La Rochelle accueille son premier festival gay et lesbien ce week-end. Ville ouverte, lieu de passage et de tourisme : toutes les sexualités s’épanouissent dans la cité gay friendly.
«J’assume ma sexualité avec beaucoup plus de facilité depuis que je vis à La Rochelle. Je suis originaire du Havre ; là-bas, je serais moins à l’aise, j’aurais à supporter le regard des autres alors qu’ici rien, on s’affiche, c’est dix fois plus facile. Jamais une remarque », explique Farid, organisateur du premier festival rochelais gay et lesbien, ce week-end, intitulé Pool Paradise Party.
Olivier et Katy sont les propriétaires de l’établissement de nuit Le Paradise, boulevard André-Sautel. « Nous avons eu plusieurs boîtes de nuit en Tourraine. Des établissements classiques mais, en venant à La Rochelle, on a décidé d’ouvrir un club gay friendly. Ça a changé mon point de vue sur le monde de la nuit. À l’intérieur, aucune bagarre, aucun esclandre, les gens sont d’une ouverture d’esprit, les hétéros sont nombreux à venir aussi, car ils savent qu’ils vont passer une soirée tranquille. Les imbéciles, eux, restent à la porte », déclare Olivier.
Farid et Olivier sont à l’origine de l’organisation de ce premier festival gay et lesbien rochelais. « Nous souhaitions créer un petit événement, mais l’engouement des partenaires a développé la manifestation.
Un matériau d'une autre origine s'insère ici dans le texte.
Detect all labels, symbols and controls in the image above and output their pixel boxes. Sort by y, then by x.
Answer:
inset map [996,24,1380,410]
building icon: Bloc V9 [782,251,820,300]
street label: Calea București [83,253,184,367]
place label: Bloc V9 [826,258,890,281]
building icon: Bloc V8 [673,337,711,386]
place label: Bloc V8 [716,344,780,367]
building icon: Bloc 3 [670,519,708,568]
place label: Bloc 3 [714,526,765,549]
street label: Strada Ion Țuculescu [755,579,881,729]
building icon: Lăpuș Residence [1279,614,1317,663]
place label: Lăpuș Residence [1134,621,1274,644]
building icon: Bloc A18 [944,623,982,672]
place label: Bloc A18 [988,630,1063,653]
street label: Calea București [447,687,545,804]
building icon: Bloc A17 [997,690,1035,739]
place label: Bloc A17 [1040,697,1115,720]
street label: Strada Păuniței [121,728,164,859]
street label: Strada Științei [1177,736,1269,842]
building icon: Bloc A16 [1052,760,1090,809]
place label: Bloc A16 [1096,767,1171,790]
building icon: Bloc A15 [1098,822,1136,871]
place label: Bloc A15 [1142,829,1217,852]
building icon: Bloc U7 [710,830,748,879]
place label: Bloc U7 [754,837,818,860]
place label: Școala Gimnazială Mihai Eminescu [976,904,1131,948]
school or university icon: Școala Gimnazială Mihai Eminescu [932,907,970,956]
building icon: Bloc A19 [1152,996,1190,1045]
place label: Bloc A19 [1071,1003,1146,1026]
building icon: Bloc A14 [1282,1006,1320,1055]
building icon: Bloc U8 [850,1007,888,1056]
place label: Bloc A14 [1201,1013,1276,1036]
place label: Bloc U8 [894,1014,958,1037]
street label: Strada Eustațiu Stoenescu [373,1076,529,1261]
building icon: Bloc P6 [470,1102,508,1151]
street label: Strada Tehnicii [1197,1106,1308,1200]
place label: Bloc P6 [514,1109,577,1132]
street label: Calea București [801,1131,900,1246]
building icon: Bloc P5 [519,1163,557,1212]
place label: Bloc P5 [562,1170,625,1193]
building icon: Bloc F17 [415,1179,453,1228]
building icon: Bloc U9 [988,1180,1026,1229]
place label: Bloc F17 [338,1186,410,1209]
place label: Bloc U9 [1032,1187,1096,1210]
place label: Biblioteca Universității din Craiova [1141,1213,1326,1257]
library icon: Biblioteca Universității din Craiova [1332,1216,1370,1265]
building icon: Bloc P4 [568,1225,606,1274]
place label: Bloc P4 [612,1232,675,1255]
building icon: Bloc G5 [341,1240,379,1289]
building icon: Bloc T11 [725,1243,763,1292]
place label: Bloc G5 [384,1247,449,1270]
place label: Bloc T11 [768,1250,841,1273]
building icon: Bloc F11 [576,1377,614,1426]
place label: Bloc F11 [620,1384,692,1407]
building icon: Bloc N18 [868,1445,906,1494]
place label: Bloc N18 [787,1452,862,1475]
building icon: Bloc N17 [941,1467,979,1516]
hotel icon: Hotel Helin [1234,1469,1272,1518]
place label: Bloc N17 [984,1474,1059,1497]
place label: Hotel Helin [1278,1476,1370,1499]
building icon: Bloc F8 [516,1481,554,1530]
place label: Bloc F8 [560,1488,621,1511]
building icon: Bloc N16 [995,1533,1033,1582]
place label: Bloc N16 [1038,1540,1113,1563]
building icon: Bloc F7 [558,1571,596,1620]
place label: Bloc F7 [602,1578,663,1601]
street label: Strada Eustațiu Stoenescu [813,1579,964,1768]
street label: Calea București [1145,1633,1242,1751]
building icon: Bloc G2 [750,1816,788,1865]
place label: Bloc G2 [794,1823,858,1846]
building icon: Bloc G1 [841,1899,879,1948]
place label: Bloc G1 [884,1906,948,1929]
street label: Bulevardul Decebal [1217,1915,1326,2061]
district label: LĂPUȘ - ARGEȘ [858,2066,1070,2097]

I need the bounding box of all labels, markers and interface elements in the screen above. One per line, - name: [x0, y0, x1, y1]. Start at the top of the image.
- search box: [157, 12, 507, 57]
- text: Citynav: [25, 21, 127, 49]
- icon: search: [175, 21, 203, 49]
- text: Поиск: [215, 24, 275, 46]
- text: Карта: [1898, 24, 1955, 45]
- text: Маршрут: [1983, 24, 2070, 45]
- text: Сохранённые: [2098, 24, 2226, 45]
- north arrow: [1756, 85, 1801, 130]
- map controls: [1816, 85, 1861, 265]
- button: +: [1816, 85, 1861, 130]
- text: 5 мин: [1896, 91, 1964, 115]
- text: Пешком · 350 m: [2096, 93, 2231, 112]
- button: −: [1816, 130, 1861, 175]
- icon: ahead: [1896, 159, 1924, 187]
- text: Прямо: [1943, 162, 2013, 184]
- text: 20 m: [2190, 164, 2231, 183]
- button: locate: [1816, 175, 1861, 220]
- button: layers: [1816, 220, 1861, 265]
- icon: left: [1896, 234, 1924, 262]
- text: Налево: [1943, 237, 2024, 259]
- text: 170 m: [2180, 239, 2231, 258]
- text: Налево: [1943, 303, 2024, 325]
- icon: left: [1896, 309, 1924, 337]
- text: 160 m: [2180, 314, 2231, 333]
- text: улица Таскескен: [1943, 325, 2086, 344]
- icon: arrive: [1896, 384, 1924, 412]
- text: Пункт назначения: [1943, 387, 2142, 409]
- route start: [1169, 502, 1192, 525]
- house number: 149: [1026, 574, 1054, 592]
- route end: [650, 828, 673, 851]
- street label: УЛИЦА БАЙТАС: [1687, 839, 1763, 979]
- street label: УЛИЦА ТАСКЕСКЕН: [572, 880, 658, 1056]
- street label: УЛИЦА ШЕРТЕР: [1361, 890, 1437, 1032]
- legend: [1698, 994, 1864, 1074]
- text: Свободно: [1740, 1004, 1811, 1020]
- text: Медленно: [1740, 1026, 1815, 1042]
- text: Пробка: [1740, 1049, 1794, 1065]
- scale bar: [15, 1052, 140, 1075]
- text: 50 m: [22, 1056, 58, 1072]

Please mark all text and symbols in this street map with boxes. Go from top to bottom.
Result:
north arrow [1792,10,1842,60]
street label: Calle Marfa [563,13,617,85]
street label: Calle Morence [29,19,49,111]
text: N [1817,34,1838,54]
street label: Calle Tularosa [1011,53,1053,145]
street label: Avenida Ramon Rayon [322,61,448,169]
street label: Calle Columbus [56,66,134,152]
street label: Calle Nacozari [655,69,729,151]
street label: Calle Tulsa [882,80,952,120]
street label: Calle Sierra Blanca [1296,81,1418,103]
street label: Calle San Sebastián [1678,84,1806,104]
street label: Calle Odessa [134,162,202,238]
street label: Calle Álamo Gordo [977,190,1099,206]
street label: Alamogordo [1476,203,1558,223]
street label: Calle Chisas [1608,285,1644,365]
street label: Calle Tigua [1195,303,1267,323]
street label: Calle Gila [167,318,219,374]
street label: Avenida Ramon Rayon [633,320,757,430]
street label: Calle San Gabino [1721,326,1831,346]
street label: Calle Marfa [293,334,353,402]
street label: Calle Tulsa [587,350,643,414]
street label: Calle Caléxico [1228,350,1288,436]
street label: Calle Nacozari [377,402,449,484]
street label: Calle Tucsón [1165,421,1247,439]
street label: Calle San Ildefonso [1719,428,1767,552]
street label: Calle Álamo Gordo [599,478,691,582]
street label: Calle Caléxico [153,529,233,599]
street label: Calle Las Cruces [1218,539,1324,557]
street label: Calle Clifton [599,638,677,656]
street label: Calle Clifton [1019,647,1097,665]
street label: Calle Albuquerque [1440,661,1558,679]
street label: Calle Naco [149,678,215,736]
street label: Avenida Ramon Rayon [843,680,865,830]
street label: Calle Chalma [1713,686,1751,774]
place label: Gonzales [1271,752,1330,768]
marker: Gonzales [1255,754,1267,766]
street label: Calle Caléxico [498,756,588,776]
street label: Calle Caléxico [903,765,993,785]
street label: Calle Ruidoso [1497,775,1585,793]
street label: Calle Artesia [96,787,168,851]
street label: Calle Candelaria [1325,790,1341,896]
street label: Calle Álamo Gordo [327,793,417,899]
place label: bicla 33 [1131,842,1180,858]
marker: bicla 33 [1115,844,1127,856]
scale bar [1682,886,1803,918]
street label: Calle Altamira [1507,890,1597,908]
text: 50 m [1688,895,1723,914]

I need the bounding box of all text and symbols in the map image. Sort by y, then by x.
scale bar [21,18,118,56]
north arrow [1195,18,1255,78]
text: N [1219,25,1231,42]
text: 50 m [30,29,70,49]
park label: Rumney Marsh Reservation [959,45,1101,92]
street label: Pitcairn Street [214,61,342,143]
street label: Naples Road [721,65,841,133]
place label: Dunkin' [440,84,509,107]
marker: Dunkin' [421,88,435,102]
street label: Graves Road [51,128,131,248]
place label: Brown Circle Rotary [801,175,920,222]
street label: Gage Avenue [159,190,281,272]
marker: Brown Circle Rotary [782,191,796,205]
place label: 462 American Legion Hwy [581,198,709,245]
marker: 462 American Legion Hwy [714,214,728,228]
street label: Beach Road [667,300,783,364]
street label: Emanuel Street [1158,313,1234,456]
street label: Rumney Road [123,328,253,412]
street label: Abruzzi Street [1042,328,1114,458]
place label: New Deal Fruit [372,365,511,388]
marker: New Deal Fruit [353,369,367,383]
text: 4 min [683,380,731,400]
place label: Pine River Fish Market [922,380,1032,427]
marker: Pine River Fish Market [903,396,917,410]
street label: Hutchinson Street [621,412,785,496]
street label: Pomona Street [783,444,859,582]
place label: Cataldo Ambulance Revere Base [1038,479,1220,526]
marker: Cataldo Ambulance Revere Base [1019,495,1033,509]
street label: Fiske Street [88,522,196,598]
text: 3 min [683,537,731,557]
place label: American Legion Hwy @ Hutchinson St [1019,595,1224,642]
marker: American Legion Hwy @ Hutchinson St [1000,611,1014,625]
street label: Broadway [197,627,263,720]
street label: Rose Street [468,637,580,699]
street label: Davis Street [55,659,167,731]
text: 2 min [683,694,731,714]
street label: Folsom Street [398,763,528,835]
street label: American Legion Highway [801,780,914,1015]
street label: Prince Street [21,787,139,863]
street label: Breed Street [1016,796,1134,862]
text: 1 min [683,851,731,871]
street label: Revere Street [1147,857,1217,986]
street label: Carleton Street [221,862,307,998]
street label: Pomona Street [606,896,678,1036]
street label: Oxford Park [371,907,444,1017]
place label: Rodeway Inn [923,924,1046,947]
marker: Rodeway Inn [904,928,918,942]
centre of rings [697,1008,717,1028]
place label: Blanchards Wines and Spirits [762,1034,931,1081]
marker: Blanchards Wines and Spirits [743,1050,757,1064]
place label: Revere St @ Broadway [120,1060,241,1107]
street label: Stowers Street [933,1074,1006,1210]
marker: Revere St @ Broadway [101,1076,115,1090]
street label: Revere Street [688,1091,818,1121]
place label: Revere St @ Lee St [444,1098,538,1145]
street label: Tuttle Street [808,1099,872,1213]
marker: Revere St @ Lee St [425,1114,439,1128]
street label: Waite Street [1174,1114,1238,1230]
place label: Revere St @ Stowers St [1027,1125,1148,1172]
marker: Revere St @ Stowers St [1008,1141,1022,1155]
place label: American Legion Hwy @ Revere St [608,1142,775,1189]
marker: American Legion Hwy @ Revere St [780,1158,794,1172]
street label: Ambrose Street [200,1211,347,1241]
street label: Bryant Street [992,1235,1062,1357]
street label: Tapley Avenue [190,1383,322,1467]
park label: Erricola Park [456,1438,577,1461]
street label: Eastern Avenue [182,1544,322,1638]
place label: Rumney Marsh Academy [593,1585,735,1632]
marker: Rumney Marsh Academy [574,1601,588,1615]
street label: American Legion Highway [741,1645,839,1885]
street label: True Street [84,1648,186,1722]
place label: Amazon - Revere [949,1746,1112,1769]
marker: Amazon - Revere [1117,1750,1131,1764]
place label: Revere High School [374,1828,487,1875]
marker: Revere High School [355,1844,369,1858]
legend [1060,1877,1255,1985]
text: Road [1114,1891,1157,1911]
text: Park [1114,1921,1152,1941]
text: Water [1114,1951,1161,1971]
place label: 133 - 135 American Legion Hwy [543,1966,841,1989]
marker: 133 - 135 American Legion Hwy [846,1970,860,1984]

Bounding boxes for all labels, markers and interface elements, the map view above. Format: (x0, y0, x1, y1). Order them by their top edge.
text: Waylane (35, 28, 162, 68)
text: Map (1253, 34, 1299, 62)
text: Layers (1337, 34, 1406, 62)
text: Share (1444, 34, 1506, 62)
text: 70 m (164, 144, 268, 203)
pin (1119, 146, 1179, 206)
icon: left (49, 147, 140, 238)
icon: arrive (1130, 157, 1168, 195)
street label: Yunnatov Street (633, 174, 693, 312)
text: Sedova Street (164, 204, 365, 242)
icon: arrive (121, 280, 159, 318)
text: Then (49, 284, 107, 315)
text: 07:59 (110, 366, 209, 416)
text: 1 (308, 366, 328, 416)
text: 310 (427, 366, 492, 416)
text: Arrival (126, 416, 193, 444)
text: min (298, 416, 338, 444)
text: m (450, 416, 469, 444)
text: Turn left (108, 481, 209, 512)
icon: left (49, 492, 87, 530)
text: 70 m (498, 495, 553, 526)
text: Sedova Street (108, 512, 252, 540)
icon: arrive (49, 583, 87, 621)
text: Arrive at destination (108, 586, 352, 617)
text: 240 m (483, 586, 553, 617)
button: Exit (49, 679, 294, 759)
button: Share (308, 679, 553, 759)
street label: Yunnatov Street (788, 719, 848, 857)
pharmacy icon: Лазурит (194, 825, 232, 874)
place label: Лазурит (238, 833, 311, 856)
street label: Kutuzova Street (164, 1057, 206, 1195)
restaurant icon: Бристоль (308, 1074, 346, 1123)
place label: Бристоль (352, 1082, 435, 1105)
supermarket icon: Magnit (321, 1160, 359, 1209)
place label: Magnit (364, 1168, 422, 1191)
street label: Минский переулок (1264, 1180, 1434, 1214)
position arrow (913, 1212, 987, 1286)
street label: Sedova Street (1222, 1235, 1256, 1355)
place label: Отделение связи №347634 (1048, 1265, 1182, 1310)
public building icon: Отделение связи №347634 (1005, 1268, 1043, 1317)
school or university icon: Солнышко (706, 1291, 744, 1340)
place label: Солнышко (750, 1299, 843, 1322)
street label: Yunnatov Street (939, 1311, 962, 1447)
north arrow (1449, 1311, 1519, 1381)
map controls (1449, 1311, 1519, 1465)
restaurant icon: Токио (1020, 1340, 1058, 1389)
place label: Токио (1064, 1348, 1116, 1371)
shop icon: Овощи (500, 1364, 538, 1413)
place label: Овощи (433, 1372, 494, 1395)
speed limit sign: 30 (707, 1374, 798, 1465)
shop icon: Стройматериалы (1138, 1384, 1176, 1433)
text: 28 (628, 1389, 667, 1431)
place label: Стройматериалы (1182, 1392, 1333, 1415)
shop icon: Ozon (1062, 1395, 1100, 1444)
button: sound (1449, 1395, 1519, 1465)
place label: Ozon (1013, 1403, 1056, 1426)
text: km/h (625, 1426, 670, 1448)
L’association saintaise Adhéos (Association d’aide de défense homosexuelle pour l’égalité des orientations sexuelles) a accepté de se joindre à nous, dans le cadre d’une action de prévention et de sensibilisation à l’homophobie. »
Une ville de passage
« Il fallait simplement que quelqu’un ose. Le climat est favorable, ultra-tolérant à la communauté homosexuelle », estime Thomas, employé au Paradise. Comment expliquer cet environnement favorable à l’homosexualité, cette vision pro-gay véhiculée à La Rochelle ?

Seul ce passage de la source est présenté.